Data entries:
---

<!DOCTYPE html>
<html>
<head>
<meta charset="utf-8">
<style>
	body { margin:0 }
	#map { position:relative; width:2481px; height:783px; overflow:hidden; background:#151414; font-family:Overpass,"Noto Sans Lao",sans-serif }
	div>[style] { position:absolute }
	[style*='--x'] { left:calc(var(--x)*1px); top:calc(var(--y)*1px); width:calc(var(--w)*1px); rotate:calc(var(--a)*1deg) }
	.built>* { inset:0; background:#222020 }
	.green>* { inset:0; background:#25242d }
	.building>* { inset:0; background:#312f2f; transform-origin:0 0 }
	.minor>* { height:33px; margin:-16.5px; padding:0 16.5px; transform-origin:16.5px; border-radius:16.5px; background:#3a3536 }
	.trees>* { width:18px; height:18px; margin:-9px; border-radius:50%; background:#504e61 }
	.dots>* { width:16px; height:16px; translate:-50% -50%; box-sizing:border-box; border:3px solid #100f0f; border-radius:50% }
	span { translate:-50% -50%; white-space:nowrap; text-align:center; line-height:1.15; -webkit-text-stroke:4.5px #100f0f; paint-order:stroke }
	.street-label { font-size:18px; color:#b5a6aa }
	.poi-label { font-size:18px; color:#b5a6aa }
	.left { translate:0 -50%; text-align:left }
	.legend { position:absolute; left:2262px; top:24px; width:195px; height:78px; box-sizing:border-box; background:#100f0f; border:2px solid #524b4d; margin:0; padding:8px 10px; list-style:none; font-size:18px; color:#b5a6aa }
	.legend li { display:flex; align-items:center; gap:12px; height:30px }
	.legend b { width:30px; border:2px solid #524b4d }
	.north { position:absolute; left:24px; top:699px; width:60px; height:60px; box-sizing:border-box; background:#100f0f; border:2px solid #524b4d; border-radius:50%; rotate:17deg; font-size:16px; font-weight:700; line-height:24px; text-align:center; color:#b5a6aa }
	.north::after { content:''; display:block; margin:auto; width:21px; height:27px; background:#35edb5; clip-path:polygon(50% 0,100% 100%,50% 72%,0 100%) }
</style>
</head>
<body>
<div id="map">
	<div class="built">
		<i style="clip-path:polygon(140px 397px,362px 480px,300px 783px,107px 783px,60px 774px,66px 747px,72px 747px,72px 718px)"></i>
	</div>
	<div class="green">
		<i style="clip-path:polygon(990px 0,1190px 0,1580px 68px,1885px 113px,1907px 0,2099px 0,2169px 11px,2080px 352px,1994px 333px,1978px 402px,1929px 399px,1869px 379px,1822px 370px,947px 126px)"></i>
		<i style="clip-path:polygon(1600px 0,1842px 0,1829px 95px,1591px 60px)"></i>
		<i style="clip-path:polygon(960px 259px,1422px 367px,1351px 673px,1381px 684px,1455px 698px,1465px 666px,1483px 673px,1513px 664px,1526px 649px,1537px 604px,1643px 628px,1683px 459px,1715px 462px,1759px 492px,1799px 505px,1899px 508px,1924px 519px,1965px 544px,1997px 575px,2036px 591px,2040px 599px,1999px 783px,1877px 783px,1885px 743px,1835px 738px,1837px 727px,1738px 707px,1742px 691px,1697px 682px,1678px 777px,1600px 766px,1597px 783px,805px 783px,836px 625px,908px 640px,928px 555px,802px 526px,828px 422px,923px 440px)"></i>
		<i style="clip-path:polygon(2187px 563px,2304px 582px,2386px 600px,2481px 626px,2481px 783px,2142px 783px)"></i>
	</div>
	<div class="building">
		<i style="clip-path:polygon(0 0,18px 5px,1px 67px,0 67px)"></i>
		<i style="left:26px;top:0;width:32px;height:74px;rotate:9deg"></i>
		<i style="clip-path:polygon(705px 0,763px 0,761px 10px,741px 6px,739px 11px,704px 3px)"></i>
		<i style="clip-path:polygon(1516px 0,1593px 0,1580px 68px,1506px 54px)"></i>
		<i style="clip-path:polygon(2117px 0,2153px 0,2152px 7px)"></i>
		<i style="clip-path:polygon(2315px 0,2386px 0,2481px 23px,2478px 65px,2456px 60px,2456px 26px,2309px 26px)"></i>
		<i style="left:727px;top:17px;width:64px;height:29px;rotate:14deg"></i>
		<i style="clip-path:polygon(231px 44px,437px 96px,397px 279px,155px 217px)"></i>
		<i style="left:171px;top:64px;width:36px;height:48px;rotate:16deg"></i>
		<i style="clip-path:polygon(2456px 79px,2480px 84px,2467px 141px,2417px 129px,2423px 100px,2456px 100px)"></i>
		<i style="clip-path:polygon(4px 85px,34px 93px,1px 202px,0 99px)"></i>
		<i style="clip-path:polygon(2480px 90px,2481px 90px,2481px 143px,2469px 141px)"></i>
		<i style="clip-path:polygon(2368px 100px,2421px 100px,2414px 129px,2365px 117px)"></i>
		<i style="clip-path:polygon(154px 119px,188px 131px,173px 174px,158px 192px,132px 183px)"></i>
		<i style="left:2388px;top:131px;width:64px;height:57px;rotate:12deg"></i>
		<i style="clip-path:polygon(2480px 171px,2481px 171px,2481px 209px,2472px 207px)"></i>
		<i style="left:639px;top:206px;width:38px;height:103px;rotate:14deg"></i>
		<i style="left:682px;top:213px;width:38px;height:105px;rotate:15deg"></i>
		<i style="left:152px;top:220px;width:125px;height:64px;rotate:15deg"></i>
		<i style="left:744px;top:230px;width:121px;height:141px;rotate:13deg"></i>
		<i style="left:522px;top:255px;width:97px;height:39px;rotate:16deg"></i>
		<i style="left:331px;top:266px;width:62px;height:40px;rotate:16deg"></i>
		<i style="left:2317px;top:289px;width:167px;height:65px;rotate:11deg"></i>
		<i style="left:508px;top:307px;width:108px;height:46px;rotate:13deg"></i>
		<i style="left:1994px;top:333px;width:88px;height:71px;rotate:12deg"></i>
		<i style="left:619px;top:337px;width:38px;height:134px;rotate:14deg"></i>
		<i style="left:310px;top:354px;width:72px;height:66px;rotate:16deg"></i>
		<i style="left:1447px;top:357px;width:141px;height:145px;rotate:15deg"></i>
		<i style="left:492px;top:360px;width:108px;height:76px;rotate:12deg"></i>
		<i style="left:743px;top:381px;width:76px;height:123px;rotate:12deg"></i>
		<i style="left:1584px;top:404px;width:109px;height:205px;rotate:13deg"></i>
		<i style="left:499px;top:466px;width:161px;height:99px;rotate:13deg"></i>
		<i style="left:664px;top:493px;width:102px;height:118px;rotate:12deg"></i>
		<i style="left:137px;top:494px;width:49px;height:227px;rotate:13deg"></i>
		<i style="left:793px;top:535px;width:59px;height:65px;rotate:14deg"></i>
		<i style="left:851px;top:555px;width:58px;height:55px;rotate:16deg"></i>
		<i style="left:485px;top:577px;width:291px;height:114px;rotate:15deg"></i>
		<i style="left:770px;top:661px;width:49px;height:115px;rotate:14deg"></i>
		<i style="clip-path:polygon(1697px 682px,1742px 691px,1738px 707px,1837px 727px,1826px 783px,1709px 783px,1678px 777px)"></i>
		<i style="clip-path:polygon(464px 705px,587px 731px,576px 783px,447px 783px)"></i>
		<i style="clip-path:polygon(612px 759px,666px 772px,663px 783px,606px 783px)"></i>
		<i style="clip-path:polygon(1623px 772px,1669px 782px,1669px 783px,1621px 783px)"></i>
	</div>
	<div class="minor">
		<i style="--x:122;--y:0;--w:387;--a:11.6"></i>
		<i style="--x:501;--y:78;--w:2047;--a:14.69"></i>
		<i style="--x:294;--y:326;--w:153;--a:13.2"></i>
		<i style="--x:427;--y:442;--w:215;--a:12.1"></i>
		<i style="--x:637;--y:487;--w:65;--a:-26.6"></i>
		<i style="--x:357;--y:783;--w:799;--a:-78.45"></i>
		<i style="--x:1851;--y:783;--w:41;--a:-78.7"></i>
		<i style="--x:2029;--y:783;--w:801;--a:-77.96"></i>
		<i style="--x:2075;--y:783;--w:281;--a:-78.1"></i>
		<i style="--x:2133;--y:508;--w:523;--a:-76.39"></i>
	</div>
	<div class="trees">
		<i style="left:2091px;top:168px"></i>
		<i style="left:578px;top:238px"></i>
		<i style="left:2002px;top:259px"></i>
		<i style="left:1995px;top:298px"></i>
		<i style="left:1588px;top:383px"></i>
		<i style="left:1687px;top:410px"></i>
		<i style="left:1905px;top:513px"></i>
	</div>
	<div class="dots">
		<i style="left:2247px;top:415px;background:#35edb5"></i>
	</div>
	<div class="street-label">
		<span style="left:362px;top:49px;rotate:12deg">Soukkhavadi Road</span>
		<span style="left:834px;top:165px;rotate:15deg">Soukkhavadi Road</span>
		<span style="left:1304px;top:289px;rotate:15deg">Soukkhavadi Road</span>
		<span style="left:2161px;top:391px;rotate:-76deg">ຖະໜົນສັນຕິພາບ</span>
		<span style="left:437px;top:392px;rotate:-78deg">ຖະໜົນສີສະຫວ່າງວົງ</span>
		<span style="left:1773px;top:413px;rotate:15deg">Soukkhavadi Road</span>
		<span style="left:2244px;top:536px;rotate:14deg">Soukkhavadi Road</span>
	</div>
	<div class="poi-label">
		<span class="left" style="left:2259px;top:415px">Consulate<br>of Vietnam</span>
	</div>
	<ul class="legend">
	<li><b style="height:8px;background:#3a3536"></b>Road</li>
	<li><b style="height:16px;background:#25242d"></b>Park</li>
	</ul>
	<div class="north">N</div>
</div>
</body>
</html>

---

Task description
Set every line down again exactly. Begin with the first line of the entries and finish with the line containing "display:flex; align-items:center; gap:12px;".

Answer section
<!DOCTYPE html>
<html>
<head>
<meta charset="utf-8">
<style>
	body { margin:0 }
	#map { position:relative; width:2481px; height:783px; overflow:hidden; background:#151414; font-family:Overpass,"Noto Sans Lao",sans-serif }
	div>[style] { position:absolute }
	[style*='--x'] { left:calc(var(--x)*1px); top:calc(var(--y)*1px); width:calc(var(--w)*1px); rotate:calc(var(--a)*1deg) }
	.built>* { inset:0; background:#222020 }
	.green>* { inset:0; background:#25242d }
	.building>* { inset:0; background:#312f2f; transform-origin:0 0 }
	.minor>* { height:33px; margin:-16.5px; padding:0 16.5px; transform-origin:16.5px; border-radius:16.5px; background:#3a3536 }
	.trees>* { width:18px; height:18px; margin:-9px; border-radius:50%; background:#504e61 }
	.dots>* { width:16px; height:16px; translate:-50% -50%; box-sizing:border-box; border:3px solid #100f0f; border-radius:50% }
	span { translate:-50% -50%; white-space:nowrap; text-align:center; line-height:1.15; -webkit-text-stroke:4.5px #100f0f; paint-order:stroke }
	.street-label { font-size:18px; color:#b5a6aa }
	.poi-label { font-size:18px; color:#b5a6aa }
	.left { translate:0 -50%; text-align:left }
	.legend { position:absolute; left:2262px; top:24px; width:195px; height:78px; box-sizing:border-box; background:#100f0f; border:2px solid #524b4d; margin:0; padding:8px 10px; list-style:none; font-size:18px; color:#b5a6aa }
	.legend li { display:flex; align-items:center; gap:12px; height:30px }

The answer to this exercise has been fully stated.